Но лейтенант отказался от угощения. И не по той причине, что старшина. Зубы у Геннадия Громова отменные, и в свои двадцать два года Геннадий не забыл, как вкусна чуть тронутая первыми заморозками капустная сердцевина. Но разве допустимо, чтобы офицер на виду у всех хрумкал, грызя кочерыжку? Что скажут люди? А он очень заботился о том, чтобы люди говорили и думали о нем только хорошее. Правда, сами эти люди, к сожалению, не очень интересовали Громова. Ему казалось, что он уже знает о них все, что положено ему знать, а он не психолог, не писатель — он командир. «Человек есть человек, чего же тут рассусоливать, чего же расписывать?» — убеждал он самого себя и смотрелся в окружающих людей, как иные смотрятся в зеркало. И видел он, конечно, при этом не людей, а свое собственное отражение в их глазах, в их улыбках, в их безмолвном одобрении и восхищении. Притом он был почему-то уверен, что окружающие и даже случайно встреченные люди думают о нем примерно так: «До чего же хорош лейтенант! Образец! Эталон офицера».
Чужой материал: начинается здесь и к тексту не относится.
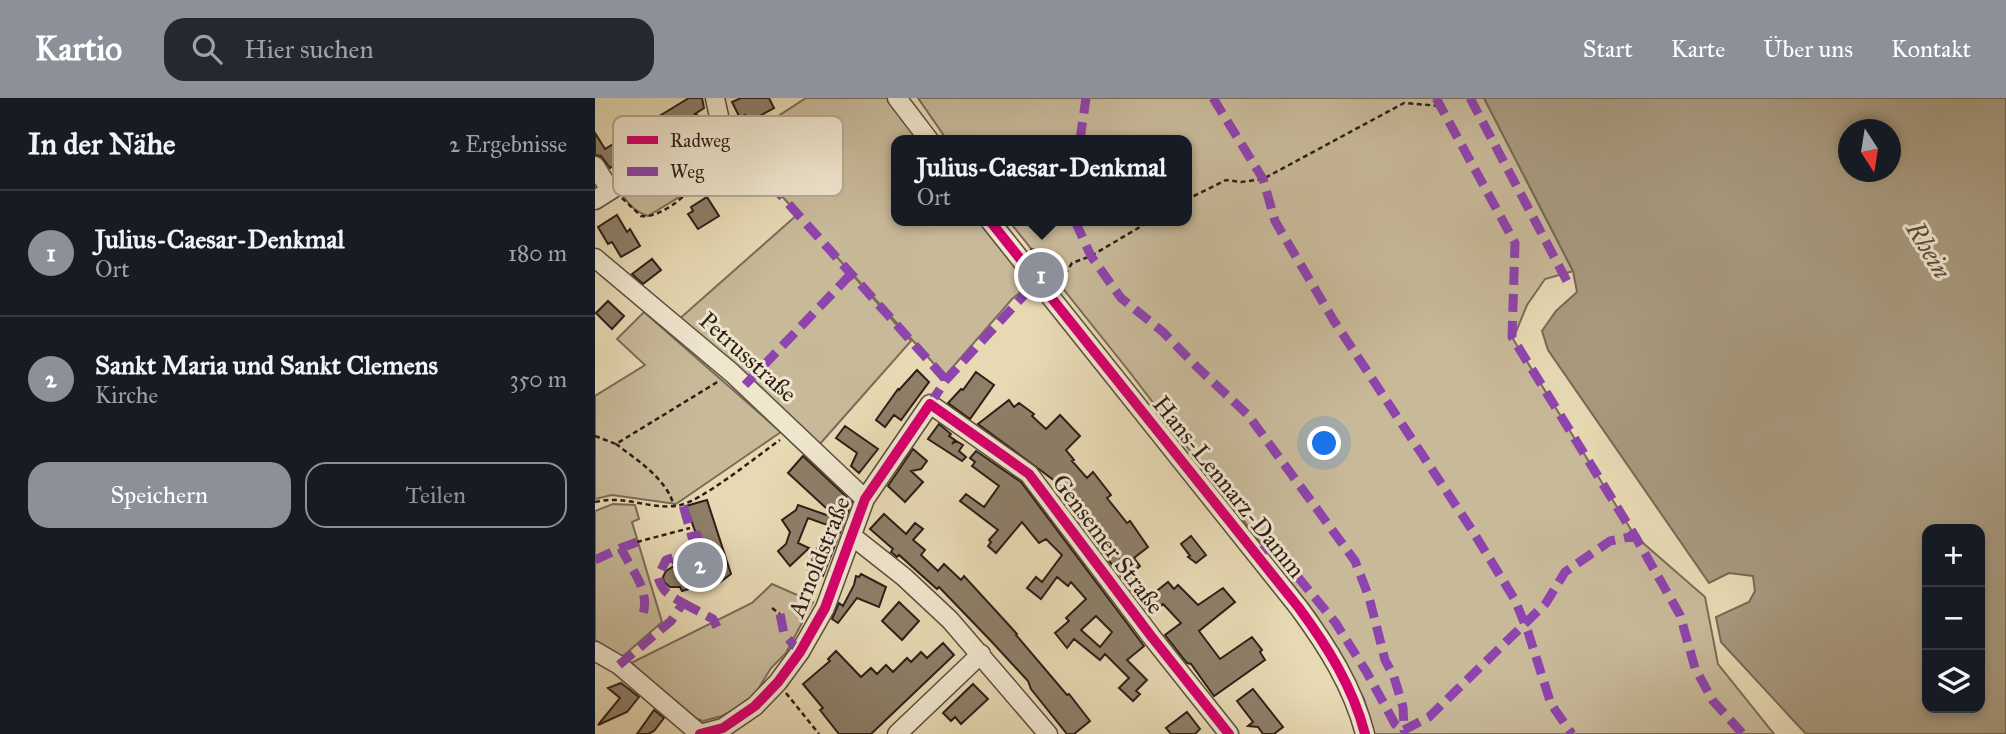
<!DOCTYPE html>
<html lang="de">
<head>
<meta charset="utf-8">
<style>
	:root { --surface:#171b24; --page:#242831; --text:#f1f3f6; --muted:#9ea1a6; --line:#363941; --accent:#8c9099 }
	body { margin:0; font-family:"IM FELL Great Primer",serif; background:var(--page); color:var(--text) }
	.controls { position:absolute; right:21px; bottom:21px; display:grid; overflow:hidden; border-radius:14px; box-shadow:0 4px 10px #0003 }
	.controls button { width:63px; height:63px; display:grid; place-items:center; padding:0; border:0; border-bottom:2px solid var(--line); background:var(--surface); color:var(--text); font:35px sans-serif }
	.compass { position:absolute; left:1243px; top:21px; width:63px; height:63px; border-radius:50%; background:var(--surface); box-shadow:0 4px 10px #0003; rotate:168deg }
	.you { position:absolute; left:730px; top:346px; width:24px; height:24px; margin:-18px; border:5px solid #fff; border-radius:50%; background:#1a73e8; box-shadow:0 0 0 10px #1a73e833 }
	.badge { display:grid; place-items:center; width:46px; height:46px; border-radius:50%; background:var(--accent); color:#fff; font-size:23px; font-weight:700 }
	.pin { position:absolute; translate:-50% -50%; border:4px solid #fff; box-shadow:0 2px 7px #0006 }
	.popup { position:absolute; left:296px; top:37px; width:301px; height:91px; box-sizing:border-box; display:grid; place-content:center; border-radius:14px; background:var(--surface); filter:drop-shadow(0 2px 5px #0005); font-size:23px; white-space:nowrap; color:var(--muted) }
	.popup b { font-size:26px; color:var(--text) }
	.popup::after { content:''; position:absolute; left:50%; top:100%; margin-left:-14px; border:14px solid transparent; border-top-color:var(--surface) }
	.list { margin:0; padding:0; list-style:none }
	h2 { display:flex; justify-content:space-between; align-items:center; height:91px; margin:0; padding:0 28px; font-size:30px }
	h2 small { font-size:23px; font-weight:400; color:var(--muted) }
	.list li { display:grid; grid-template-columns:46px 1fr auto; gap:21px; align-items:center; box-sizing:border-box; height:126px; padding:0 28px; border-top:2px solid var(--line) }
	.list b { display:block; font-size:26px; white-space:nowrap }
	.list p { margin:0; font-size:23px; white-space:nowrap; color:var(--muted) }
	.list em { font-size:23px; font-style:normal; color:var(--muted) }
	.actions { display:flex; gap:14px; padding:21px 28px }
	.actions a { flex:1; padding:16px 0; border:2px solid var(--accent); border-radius:21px; text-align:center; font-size:24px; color:var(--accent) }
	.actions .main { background:var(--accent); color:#fff }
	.icon { flex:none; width:38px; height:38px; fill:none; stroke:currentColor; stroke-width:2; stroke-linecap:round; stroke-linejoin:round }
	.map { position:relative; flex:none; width:1411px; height:636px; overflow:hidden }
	header { display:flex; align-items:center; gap:42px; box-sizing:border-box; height:98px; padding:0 35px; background:var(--accent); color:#fff }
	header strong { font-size:33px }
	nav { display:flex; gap:38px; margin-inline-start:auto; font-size:24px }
	.search { width:490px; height:63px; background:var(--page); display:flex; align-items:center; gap:18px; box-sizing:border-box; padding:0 24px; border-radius:21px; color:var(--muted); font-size:26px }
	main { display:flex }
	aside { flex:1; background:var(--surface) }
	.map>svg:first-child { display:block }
	.green { fill:#c8b999; stroke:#7b6c58; stroke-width:2 }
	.water { fill:#a8997e; stroke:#776855; stroke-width:2; fill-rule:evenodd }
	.building { fill:#8e7f69; stroke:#2e1e18; stroke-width:2; fill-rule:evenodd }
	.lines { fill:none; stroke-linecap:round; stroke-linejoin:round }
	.minor-casing { stroke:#5c4d3f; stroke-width:21 }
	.path { stroke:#2e1e18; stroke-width:2.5; stroke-dasharray:5 3.5; stroke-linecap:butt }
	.minor { stroke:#efe6ce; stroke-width:18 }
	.quiet { stroke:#8e44ad; stroke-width:9; stroke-dasharray:18 9; stroke-linecap:butt }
	.cycleway-casing { stroke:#efe6ce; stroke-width:15 }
	.cycleway { stroke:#d6006c; stroke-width:10 }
	.labels { text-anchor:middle; stroke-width:6; stroke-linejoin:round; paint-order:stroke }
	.street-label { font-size:24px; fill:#2e1e18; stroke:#efe6ce }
	.water-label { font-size:26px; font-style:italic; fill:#59493c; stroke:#efe6ce }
	.key { fill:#efe6ce; stroke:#b5aa97; stroke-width:2 }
	.key-label { font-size:19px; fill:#2e1e18 }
</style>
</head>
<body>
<header>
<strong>Kartio</strong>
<div class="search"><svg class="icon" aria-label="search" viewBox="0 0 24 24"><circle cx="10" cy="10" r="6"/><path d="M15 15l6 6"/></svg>Hier suchen</div>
<nav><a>Start</a><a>Karte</a><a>Über uns</a><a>Kontakt</a></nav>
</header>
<main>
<aside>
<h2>In der Nähe<small>2 Ergebnisse</small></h2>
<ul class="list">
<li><span class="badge">1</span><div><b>Julius-Caesar-Denkmal</b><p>Ort</p></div><em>180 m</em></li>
<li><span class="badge">2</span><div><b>Sankt Maria und Sankt Clemens</b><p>Kirche</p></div><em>350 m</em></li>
</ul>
<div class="actions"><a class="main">Speichern</a><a>Teilen</a></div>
</aside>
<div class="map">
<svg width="1411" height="636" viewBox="0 0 1411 636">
	<rect width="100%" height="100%" fill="#e7d9b3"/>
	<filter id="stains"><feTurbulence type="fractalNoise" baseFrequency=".00286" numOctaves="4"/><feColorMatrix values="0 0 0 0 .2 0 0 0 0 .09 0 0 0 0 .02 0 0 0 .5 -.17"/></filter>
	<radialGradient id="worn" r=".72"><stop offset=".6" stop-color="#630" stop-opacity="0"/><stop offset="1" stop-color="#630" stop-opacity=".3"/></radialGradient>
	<path class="green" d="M211,0H295L328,42H301V123H392L440,183L417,201L350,278L241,158L316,243L224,347L82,223L203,116L140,46Z
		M323,0H889L978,173L950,181L932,207L918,241L1040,438L1110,499L1123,566L1179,636H779L769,601L721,517L533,272L414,123H591V42H352Z
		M85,61L94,81L89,96L53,118C42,115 34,107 28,98L29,96Z
		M49,214L186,334L81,406L17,397L0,401V298L50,267L22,241Z
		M18,406L40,407L44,421L37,424L67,524L27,559L0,542V413Z
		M177,486L218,504L191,555L176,570L159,598L148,607L127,618L108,623L97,619L36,565L157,505Z"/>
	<path class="water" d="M889,0H1411V636H1211L1126,544L1121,519L1154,504L1160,493L1158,478L1134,475L1114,485L953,252L947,233L961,213L982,194L978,173ZM1254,32H1296V74H1254ZM1332,431H1385V610H1332Z"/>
	<path class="building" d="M94,0H107L109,10L100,16L102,17L20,67L15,70L6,58L0,57V35L10,51Z
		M146,0H174L179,10L154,24L150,17L145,20L137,4Z
		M125,48L135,65L132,67L139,79L121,91L113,79L116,76L106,60Z
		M112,99L124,118L103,131L93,116L98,113L96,109Z
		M22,117L32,134L35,131L45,148L26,159L17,144L13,146L3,129Z
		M57,161L66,172L48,186L37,176Z
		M13,203L29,218L17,231L1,215Z
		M322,272L334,284L306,322L299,317L290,329L281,322L303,291L304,292Z
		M381,274L399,287L375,321L353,305L366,291L368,292Z
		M414,302L419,309L424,305L439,316L437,318L451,331L465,317L485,338L471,352L479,362L477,363L492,380L498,374L516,397L512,400L532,425L535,423L553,449L539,460L545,468L536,476L554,499L573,484L579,491L583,487L603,507L628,490L640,504L604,533L625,561L657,539L667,552L665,554L670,562L619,598L596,566L592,565L570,537L586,525L568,506L556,517L494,437L497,433L481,413L487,403L383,326Z
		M344,326L356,336L354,338L360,342L357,346L361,343L368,347L364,353L371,359L367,363L333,341Z
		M250,328L283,351L264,375L256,368L262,355L241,340Z
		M318,351L332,363L326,371L316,373L328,384L310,404L293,388Z
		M381,353L426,384L549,548L532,562L552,582L541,593L545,596L538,603L524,590L534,580L510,556L505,562L479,541L472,550L460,535L474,523L471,520L491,501L476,484L473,488L462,479L446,501L432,490L441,479L447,484L467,457L451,441L444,445L427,424L401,455L393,448L396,444L394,442L403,432L365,403L371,396L389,409L404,388L377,368L380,364L375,360ZM501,518L517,534L505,549L486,532Z
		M208,358L257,404L228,478L213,472L223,448L229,450L238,429L213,420L203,445L214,450L195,468L183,453L191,446L195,434L187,422L201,412L203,407L243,421L193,375Z
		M112,402L136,476L120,488L114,485L87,493L85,489H75L69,484L68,479L71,473L79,468L78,464L108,455L91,408Z
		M289,416L311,436L320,425L328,431L318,442L330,452L326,457L343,473L349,466L366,482L369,478L422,536L421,537L472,597L474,596L495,623L479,636H472L436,591L433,583L396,543L344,489L342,491L304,457L302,459L296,454L298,451L275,431Z
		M596,438L611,457L601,465L593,459L595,458L586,446Z
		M266,476L291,489L284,509L262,500L243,525L237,521L244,505L248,508L259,487L261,478L264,479Z
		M304,504L324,523L307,542L287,523Z
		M348,545L359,557L276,636H244L225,612L228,610L208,586L235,563L233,561L241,553L266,579L276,570L282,576L291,567L298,574L312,560L316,564L326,554L332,560Z
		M26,585L44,599L32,614L3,627L25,600L13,590Z
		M378,586L393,601L366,626L360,619L356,623L348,615Z
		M658,591L688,629L679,636H668L663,629L653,628L658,624L642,603Z
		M59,612L69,620L59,633L53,636H42Z
		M592,614L605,631L600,636H576L571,630Z"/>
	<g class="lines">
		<g class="minor-casing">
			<path id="minor" d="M302,0L334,42
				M0,68L15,92
				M0,102L125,23L120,0
				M395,123L704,510C732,548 758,589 770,636
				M0,160L137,275L270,401
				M257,438L309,479L355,522L453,636
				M0,553L24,567L105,636
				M105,636L128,630L160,608L183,584L205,554L230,510L270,401L335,306L434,376L556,538L634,636
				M302,636L386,556"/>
		</g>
		<path class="path" d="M27,100L46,118C63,120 83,104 94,93L96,80L88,61
			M591,102L631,82L646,84L668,81L809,5L846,8
			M435,152C450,150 459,166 471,175L477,165L496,158L555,123
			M0,338L21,346L124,283
			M21,346C42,362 72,381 79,408
			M0,404C30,397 53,411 81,408C104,406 163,357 185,342
			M42,444L95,430
			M177,510L185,516
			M191,595L224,636"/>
		<use href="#minor" class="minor"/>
		<path class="quiet" d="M618,0L668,81L680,123L739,223L877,432L920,502L933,534L956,606L977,636
			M841,0L920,145L917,239L1040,438L1085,517L1100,570L1118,603L1148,636
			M875,0L975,189
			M125,23L140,46L351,282
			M485,42L491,0
			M480,123L496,158L526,200L568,234L602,269L653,317L760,463L774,499L790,562L799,579L808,609L809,632L834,619L951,505L970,474L1015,443L1040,438
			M150,287L256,176
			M335,306L351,282L442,183
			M26,450L42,444
			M660,454L675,451L702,478L740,524L771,573L800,626L812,636
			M0,462L26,450C37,474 58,494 46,522
			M88,505L118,521L122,529
			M185,516L189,536L205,554
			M24,567L76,523L88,505C74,497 67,494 63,479L71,462L106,450L102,437L97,439L88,407"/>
		<g class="cycleway-casing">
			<path id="cycleway" d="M395,123L704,510C732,548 758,589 770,636
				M105,636L128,630L160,608L183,584L205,554L230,510L270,401L335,306L434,376L556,538L634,636"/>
		</g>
		<use href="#cycleway" class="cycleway"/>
	</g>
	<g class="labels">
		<g class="street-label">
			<text transform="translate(153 259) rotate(42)" y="8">Petrusstraße</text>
			<text transform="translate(634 389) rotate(51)" y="8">Hans-Lennarz-Damm</text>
			<text transform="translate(513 446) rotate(53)" y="8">Gensemer Straße</text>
			<text transform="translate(224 459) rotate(-68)" y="8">Arnoldstraße</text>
		</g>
		<g class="water-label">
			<text transform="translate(1334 152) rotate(59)" y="9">Rhein</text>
		</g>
	</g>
	<rect x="18" y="18" width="230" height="80" rx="10" class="key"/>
	<rect x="32" y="38" width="31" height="8" fill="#d6006c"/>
	<rect x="32" y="69" width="31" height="9" fill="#8e44ad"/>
	<g class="key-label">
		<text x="75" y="49">Radweg</text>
		<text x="75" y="80">Weg</text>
	</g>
	<rect width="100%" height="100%" filter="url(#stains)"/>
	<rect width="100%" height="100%" fill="url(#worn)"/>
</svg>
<div class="controls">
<button>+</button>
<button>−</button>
<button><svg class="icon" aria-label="layers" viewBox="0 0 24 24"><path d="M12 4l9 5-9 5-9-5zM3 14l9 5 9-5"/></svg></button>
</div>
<svg class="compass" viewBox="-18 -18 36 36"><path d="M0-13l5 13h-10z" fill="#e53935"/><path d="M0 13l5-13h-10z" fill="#9ea1a6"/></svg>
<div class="you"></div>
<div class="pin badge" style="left:446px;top:177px">1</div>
<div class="popup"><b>Julius-Caesar-Denkmal</b>Ort</div>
<div class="pin badge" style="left:105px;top:467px">2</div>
</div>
</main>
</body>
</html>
А он и в самом деле был очень хорош собой. Лицо у него было строгой, суровой чеканки, что особенно подчеркивал нос несколько хищного рисунка, с очень заметной горбинкой.
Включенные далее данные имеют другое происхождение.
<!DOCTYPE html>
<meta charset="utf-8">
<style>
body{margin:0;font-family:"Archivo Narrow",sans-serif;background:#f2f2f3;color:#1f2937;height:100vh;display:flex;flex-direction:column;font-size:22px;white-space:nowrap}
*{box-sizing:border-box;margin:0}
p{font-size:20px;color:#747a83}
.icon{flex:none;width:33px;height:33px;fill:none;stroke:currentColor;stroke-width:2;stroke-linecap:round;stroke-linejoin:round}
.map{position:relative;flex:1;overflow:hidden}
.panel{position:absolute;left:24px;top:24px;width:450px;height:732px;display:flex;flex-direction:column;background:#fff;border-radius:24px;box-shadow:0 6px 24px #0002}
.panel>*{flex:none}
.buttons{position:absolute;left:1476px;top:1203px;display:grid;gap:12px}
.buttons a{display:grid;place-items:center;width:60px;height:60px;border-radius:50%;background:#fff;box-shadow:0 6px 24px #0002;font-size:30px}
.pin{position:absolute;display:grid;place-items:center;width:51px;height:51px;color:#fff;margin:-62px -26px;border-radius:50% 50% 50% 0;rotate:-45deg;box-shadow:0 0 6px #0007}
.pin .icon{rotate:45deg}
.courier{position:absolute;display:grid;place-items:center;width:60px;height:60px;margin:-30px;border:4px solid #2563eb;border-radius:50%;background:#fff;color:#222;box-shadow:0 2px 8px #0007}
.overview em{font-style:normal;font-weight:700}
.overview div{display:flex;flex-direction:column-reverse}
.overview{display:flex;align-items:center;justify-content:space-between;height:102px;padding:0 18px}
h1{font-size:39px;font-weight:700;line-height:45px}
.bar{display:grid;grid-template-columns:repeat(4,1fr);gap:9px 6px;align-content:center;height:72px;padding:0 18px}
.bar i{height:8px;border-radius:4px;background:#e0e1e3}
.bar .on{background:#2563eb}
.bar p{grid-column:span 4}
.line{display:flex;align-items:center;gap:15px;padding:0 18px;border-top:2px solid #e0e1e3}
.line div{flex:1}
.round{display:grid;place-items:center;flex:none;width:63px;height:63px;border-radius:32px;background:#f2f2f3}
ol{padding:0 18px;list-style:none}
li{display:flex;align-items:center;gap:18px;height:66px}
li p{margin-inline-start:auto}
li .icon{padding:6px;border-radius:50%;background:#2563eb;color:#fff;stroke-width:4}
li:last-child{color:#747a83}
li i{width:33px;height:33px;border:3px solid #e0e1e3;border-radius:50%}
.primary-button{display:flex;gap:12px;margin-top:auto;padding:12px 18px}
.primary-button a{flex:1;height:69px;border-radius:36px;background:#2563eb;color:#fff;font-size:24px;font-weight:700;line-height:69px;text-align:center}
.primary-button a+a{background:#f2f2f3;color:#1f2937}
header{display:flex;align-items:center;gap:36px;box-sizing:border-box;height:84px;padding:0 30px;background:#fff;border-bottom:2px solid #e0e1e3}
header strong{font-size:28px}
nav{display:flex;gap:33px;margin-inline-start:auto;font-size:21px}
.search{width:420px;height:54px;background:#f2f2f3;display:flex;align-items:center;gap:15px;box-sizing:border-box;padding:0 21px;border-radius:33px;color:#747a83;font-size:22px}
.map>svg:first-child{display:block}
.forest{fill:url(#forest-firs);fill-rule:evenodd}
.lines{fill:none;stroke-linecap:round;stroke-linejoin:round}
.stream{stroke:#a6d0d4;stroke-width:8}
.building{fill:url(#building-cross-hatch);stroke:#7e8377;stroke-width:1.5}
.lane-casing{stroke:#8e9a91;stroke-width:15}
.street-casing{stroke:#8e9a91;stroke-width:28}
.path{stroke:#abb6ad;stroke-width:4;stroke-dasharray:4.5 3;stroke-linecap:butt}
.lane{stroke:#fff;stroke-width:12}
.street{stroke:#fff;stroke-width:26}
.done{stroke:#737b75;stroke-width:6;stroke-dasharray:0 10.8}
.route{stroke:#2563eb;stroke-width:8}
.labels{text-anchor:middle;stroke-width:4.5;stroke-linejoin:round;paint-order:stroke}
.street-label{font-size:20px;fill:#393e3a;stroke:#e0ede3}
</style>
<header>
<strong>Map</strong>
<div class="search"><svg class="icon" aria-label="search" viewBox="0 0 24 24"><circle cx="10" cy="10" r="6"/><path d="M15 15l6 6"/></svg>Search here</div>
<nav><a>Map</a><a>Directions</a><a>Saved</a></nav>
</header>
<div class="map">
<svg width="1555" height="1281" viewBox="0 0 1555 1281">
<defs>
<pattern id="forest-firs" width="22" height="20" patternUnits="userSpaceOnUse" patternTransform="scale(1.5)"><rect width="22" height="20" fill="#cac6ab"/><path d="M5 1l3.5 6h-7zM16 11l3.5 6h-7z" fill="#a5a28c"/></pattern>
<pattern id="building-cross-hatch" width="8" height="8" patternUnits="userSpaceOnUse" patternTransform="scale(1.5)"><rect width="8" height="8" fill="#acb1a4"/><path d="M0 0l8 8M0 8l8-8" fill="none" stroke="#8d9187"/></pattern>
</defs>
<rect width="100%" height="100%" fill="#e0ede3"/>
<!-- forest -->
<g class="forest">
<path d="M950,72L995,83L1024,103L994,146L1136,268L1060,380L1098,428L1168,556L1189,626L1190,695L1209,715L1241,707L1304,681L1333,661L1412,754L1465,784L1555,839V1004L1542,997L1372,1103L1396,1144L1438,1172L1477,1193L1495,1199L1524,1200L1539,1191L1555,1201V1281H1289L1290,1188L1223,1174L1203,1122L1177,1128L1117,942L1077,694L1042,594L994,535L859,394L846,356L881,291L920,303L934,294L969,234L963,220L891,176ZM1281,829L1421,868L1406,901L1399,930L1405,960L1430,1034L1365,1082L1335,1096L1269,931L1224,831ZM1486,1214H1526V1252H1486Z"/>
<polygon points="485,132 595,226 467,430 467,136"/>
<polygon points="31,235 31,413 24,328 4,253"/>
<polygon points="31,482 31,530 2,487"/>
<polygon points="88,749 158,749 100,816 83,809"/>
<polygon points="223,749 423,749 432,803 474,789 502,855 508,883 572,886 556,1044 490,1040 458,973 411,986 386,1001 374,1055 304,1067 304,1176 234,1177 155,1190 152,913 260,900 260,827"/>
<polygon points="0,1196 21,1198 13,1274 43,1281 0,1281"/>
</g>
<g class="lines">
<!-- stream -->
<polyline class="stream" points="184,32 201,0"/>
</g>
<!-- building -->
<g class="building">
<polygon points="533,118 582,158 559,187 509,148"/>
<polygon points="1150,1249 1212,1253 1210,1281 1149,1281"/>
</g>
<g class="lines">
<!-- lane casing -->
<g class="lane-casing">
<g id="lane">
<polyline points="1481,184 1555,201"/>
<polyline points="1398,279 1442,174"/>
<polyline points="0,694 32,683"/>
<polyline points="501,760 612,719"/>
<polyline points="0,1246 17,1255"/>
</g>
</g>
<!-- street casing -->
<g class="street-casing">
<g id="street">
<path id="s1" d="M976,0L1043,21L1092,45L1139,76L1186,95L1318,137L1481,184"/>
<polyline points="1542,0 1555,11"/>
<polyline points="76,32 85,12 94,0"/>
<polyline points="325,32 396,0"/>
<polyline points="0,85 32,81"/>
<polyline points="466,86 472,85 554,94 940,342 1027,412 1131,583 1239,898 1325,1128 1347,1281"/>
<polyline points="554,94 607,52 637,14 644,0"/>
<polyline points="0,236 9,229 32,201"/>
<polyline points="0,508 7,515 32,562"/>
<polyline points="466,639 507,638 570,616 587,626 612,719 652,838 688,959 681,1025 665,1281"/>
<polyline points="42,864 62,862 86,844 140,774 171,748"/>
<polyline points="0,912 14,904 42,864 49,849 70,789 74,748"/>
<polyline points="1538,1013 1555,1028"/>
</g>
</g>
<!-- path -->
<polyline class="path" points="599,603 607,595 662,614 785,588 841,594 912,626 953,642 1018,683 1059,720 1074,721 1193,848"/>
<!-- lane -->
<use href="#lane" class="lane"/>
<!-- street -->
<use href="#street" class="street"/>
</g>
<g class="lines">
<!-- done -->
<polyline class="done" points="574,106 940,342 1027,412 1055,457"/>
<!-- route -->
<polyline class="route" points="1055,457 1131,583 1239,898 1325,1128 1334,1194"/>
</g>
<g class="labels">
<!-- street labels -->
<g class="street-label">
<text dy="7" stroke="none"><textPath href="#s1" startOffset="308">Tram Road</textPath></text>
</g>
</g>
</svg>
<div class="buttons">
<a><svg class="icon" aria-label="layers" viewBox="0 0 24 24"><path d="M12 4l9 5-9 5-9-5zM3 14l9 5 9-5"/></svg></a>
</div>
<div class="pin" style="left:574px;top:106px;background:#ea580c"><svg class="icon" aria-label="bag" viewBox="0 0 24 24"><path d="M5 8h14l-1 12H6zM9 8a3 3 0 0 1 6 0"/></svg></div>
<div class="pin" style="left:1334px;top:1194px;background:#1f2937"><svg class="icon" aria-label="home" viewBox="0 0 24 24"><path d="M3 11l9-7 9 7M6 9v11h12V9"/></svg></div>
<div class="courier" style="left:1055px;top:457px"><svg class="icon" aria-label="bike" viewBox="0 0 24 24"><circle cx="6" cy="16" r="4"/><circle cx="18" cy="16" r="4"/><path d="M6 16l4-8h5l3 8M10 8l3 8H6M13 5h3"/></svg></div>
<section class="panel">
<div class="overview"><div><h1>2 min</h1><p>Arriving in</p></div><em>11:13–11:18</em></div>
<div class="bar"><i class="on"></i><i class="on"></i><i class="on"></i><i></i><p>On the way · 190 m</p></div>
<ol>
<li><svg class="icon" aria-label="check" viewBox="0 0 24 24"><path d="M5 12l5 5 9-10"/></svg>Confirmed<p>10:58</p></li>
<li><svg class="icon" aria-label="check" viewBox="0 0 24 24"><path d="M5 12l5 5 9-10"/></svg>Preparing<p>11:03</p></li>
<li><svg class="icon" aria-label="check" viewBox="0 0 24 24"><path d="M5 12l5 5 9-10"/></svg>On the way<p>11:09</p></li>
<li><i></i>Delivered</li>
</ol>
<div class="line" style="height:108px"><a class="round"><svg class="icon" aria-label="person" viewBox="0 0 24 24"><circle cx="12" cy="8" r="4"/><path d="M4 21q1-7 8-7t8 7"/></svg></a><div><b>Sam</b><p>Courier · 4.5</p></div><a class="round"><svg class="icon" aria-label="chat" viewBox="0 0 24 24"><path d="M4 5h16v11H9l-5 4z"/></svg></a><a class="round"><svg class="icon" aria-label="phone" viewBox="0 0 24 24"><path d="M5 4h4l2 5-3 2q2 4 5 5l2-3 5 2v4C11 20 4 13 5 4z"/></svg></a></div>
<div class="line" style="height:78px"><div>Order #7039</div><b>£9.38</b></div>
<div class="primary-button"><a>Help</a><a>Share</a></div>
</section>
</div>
«У тебя, Гена, профиль римского воина», — сказала мамина приятельница, театральная художница Елена Стукальская. Геннадий охотно согласился с такой оценкой. Но глаза! Геннадий хотел, чтобы у него были холодные, пронзительные, стального цвета глаза, а они, как назло, были нежно-голубые, большие и очень ясные, затененные черными, пушистыми, загнутыми кверху ресницами. Это нередко придавало его строгому лицу мягкое, мечтательное, даже томное выражение, что, конечно, не могло нравиться Геннадию. «Римский профиль — и на тебе такое!» — огорчался он. Зато сложен был Геннадий превосходно. Широкие плечи, узкая осиная талия, выпуклая грудь атлета. При всем этом он умел носить форменную одежду с тем воинским безукоризненным изяществом, которое не каждому дается. Все выглядело на нем ладно, все было аккуратно пригнано. Но, вероятно, не в одной только аккуратности заключался секрет этого изящества, хотя аккуратен Громов был во всем, всегда, в любой обстановке. Вот и сегодня утром... Едва только закончился ночной «бой», как Громов спустился к ручью, побрился, вымыл сапоги, подшил свежий подворотничок к гимнастерке, почистил одежду. Теперь ни за что не скажешь, что человек двое суток не спал, что он всю ночь месил сапогами липкую грязь, ползал по разбухшей мокрой земле, карабкался на скалы. От всего этого никаких следов не осталось. Только вот руки — вода в ручье ледяная, — они покраснели от холода. «Как у прачки», — неодобрительно подумал Громов, протягивая их к огню.